**RAW DATA**
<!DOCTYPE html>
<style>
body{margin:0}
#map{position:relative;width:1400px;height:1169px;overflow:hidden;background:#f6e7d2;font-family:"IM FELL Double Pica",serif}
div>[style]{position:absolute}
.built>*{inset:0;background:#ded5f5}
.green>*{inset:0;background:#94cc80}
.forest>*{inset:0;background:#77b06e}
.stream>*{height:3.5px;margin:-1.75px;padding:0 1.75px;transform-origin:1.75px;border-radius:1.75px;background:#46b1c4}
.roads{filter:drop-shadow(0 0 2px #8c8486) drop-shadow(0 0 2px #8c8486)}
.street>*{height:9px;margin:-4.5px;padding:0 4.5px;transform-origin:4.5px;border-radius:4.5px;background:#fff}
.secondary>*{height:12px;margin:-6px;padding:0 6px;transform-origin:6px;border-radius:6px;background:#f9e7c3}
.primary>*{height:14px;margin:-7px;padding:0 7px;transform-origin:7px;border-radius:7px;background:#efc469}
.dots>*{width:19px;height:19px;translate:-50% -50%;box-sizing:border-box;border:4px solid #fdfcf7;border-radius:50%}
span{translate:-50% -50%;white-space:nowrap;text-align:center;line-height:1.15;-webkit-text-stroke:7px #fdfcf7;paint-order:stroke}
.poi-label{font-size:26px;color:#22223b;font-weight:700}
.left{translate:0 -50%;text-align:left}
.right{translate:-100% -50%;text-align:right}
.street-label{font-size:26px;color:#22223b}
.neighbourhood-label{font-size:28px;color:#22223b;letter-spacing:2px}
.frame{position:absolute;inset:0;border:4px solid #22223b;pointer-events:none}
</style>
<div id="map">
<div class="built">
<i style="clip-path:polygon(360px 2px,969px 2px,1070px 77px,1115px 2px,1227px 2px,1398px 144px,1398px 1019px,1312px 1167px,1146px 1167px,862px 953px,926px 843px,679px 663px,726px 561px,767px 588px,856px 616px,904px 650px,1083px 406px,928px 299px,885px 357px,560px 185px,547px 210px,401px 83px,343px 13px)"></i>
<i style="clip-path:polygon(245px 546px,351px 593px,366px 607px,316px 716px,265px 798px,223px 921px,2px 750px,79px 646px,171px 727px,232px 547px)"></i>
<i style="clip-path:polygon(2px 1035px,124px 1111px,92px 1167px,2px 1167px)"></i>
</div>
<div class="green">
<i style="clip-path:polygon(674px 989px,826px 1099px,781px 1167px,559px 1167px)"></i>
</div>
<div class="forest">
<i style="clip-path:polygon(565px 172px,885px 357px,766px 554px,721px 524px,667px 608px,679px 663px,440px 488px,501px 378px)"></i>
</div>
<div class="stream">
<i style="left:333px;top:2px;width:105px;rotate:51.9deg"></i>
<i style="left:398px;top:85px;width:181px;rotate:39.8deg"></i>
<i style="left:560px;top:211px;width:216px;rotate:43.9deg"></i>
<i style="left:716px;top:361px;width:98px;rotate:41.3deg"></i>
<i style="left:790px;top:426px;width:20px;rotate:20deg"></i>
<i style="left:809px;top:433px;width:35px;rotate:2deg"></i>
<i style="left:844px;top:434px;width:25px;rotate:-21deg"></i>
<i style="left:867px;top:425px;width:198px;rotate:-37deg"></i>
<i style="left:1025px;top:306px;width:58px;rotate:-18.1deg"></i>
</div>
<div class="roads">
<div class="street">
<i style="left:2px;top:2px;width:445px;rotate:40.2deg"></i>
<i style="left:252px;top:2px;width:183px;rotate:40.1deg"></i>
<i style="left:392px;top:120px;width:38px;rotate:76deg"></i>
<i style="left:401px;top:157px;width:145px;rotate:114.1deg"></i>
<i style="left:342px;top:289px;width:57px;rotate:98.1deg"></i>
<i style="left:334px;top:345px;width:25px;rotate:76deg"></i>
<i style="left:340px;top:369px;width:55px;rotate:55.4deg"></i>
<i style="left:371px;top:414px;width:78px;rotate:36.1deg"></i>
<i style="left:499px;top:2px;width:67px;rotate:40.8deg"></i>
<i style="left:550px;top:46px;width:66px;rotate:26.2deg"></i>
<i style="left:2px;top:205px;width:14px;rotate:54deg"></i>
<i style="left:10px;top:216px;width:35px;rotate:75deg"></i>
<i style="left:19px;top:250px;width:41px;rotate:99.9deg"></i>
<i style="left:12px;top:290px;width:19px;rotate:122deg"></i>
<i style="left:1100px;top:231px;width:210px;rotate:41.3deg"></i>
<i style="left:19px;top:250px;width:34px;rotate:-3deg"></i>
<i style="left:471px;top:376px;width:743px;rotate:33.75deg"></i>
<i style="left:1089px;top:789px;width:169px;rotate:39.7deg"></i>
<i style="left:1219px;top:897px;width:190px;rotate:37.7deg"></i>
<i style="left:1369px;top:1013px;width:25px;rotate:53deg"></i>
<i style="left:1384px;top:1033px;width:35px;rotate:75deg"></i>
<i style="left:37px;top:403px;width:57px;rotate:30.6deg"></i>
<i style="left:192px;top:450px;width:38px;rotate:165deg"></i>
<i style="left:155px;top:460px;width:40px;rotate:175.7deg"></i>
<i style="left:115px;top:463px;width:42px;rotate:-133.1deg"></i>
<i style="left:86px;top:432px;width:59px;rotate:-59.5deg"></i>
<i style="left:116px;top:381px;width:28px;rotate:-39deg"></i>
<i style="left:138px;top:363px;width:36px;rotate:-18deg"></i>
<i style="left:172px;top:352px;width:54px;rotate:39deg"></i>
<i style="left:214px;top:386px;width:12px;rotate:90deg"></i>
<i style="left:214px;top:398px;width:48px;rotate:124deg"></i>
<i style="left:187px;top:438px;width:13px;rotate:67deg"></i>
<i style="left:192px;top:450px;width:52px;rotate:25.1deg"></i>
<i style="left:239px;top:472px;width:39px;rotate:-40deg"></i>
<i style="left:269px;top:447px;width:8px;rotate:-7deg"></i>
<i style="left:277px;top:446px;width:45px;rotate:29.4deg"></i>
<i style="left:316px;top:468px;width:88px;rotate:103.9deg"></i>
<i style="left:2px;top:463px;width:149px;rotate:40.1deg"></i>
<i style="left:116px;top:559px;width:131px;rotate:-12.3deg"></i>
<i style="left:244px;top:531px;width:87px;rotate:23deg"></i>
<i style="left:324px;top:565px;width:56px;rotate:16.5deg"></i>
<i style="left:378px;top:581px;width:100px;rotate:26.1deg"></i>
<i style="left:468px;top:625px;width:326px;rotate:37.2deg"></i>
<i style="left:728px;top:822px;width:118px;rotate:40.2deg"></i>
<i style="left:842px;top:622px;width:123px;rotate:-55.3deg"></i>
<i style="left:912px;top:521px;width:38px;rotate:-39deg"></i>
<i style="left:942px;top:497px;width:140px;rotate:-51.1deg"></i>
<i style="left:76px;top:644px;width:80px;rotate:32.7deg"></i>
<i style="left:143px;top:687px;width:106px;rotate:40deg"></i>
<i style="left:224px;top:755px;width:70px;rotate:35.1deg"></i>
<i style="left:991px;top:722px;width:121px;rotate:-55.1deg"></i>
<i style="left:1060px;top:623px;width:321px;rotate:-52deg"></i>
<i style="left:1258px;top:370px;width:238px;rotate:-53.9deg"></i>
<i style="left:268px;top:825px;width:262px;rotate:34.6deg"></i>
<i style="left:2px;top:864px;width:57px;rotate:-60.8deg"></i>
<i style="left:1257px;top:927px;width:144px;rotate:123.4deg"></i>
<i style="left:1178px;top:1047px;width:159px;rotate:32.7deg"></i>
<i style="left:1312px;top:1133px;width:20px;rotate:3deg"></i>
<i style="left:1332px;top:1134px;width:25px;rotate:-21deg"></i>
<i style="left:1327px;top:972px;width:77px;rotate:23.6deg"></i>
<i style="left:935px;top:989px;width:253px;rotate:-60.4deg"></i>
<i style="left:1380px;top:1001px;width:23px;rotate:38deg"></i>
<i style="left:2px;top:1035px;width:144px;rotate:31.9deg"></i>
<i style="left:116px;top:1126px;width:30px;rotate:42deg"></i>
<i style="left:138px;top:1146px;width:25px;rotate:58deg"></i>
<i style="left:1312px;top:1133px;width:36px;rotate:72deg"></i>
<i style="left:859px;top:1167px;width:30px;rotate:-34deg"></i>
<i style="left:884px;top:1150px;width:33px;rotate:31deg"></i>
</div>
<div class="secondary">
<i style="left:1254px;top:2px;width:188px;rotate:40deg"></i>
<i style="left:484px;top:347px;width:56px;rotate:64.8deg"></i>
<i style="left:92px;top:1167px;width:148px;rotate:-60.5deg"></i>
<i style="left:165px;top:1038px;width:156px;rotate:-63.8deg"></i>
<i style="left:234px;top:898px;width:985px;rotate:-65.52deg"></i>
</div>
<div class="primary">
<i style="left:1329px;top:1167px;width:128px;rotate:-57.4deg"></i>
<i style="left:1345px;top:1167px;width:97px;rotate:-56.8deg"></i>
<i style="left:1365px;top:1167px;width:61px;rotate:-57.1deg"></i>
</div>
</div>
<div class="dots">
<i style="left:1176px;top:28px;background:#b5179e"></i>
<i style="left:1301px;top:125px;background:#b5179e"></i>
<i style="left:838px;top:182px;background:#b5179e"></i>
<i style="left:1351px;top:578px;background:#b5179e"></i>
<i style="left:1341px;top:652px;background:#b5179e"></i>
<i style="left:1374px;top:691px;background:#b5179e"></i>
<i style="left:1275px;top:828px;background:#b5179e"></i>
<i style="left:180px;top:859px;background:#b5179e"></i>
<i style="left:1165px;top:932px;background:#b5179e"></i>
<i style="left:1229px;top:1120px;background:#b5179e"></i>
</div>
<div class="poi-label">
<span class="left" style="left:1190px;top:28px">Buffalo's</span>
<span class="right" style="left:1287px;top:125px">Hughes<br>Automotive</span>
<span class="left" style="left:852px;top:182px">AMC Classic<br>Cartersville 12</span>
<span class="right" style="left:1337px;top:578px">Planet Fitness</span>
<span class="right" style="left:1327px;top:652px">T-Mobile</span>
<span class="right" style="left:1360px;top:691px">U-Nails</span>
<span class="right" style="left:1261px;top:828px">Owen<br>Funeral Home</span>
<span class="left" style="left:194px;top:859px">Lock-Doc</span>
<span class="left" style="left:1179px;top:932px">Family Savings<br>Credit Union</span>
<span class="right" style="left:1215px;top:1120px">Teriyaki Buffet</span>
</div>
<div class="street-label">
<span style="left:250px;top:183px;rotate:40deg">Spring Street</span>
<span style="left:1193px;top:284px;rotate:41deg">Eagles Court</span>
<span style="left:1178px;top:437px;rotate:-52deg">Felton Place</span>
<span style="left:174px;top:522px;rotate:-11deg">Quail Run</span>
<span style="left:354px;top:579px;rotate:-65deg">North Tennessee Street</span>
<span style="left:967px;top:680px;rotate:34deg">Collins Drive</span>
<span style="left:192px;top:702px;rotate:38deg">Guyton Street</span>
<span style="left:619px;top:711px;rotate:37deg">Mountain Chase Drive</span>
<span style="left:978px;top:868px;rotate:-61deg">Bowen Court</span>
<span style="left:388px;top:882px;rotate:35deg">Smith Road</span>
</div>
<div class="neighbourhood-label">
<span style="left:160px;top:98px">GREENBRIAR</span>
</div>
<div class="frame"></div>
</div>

...

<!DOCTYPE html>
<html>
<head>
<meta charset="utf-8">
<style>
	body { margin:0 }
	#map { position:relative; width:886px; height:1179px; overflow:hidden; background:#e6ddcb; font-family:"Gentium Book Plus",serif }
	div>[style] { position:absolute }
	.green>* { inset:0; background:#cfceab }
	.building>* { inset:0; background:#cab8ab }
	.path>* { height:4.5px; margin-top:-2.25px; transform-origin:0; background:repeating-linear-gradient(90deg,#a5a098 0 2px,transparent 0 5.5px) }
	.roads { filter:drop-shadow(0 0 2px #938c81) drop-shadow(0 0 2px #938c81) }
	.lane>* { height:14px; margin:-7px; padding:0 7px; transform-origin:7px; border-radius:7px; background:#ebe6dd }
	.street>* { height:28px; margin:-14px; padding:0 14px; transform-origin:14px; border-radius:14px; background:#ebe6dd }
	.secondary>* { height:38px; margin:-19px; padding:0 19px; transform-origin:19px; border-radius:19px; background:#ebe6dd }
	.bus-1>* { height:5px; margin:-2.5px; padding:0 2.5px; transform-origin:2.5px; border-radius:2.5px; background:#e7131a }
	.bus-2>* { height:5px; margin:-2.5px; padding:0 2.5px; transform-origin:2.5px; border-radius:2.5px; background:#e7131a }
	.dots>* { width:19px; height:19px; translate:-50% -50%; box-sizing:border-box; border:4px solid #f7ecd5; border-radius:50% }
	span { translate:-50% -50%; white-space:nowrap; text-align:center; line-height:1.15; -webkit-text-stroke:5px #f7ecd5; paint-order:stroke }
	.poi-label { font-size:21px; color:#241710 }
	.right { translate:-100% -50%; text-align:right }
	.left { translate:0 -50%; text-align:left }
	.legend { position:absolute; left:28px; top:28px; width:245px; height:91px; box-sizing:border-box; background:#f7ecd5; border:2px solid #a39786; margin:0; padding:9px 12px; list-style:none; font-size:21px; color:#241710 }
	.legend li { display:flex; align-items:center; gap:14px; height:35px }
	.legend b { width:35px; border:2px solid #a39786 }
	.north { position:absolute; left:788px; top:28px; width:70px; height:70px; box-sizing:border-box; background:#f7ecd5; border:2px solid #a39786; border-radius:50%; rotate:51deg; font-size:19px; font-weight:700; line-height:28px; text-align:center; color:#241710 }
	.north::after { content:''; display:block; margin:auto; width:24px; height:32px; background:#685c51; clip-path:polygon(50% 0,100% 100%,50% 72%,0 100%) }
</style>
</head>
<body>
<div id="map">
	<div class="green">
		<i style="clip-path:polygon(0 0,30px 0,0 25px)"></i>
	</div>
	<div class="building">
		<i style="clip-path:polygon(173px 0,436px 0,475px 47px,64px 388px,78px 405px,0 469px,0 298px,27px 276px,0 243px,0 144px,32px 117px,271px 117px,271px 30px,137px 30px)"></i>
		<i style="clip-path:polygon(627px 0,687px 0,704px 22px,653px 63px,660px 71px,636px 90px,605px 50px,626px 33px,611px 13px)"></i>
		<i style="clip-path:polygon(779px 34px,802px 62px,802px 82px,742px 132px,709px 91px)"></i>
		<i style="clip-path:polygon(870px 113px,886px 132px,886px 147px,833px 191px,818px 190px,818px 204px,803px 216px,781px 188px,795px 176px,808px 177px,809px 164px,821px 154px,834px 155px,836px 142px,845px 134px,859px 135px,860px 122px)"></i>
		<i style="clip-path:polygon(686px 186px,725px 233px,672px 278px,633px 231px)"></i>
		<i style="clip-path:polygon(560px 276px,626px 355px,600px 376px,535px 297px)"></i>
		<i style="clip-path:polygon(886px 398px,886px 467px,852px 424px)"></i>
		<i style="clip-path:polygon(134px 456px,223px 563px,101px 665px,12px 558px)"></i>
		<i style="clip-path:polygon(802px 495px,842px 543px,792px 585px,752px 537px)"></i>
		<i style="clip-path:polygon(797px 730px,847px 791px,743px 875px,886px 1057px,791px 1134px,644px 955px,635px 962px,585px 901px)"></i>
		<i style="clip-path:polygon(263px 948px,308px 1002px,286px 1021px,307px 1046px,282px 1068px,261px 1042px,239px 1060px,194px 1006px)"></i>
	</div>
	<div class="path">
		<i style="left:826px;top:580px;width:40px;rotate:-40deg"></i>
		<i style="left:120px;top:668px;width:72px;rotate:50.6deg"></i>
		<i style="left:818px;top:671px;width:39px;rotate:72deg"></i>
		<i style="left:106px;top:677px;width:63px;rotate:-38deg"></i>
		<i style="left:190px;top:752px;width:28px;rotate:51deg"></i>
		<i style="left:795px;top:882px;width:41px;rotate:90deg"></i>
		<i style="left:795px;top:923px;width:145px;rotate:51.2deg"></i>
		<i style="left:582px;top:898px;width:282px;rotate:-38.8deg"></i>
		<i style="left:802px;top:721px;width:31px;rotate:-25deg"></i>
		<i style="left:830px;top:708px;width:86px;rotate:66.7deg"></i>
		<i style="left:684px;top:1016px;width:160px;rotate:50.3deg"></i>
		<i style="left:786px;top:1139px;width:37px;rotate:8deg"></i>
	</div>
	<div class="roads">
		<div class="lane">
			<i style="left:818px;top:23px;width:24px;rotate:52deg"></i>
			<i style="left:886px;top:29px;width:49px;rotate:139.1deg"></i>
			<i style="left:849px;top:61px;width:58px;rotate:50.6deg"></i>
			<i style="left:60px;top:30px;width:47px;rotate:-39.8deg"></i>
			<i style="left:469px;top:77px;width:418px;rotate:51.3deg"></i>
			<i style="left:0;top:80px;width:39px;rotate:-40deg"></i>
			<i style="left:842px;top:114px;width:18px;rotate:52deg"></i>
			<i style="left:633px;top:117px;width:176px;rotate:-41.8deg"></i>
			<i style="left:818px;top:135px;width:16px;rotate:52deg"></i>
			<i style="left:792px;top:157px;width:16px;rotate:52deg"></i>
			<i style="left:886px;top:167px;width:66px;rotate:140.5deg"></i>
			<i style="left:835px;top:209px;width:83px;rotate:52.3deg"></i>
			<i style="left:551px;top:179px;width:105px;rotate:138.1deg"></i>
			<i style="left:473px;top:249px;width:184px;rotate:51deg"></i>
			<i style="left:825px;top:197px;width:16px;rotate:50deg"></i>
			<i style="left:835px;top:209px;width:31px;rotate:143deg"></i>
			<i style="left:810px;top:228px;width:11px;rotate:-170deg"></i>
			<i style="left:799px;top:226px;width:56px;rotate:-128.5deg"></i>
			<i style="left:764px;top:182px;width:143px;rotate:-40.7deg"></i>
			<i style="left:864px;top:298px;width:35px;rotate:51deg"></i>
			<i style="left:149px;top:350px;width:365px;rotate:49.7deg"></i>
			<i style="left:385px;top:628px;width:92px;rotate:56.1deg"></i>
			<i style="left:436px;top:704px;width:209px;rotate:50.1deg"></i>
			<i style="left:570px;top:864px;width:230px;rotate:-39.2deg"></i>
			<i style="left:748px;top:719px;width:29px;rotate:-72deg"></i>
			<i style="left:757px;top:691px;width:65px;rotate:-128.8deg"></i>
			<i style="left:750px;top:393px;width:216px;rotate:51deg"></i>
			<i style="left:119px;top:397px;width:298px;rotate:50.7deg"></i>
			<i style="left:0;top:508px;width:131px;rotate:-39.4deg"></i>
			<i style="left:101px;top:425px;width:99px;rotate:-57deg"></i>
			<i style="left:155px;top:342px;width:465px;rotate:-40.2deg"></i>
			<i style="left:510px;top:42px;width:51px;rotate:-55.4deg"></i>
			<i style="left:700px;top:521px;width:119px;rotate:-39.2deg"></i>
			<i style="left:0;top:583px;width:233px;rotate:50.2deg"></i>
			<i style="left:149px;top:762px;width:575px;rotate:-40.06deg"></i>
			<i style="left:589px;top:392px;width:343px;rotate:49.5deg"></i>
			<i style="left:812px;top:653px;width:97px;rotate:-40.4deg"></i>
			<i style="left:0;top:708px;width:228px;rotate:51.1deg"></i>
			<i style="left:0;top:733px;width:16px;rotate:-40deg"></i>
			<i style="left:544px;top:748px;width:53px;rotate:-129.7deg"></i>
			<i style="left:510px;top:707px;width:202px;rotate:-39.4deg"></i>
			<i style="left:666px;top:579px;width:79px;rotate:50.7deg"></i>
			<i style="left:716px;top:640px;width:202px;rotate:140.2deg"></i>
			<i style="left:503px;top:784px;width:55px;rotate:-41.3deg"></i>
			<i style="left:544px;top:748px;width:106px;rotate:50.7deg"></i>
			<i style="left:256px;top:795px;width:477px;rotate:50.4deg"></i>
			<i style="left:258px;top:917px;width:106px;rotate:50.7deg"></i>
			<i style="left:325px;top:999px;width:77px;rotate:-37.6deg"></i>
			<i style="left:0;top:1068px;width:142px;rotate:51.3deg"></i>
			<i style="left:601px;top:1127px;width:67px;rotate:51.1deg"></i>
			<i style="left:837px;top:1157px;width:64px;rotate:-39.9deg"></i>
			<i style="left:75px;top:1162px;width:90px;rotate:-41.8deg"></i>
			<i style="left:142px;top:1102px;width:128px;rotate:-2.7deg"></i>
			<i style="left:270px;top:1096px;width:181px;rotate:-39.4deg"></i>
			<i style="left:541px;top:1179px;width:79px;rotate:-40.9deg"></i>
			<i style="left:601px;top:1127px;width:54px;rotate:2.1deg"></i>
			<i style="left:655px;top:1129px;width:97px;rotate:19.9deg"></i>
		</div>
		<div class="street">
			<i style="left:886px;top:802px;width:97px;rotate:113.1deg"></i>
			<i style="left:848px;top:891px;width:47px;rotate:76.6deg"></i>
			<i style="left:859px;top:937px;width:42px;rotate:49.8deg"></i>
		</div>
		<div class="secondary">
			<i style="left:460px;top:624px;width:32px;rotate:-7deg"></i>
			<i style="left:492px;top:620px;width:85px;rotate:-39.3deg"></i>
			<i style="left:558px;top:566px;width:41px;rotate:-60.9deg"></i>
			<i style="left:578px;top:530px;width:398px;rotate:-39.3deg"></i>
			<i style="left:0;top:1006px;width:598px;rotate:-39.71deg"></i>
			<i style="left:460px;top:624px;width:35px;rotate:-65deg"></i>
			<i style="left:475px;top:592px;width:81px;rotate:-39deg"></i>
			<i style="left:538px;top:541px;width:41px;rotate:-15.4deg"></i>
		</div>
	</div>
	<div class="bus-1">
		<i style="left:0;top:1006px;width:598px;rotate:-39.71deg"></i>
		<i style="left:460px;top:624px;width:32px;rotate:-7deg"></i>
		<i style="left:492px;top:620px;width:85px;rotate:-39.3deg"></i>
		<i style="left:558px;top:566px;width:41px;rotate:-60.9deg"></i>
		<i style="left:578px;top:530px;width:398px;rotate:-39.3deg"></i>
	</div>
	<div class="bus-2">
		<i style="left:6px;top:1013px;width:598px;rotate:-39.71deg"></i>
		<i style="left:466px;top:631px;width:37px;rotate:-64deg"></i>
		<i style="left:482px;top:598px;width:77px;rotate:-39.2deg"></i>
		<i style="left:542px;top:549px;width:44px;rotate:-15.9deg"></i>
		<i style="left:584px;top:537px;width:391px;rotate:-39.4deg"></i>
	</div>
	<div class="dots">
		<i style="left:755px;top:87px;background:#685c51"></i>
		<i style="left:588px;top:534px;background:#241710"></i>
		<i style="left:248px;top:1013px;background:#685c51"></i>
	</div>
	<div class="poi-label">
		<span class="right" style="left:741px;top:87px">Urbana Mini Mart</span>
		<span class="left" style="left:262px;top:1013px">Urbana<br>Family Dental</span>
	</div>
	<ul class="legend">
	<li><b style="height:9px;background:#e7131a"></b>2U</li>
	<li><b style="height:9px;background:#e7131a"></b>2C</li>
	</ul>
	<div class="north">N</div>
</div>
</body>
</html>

**TASK STATEMENT**
The result should be every line that contains "stream", copied from the entries.

**WRITTEN REPLY**
.stream>*{height:3.5px;margin:-1.75px;padding:0 1.75px;transform-origin:1.75px;border-radius:1.75px;background:#46b1c4}
<div class="stream">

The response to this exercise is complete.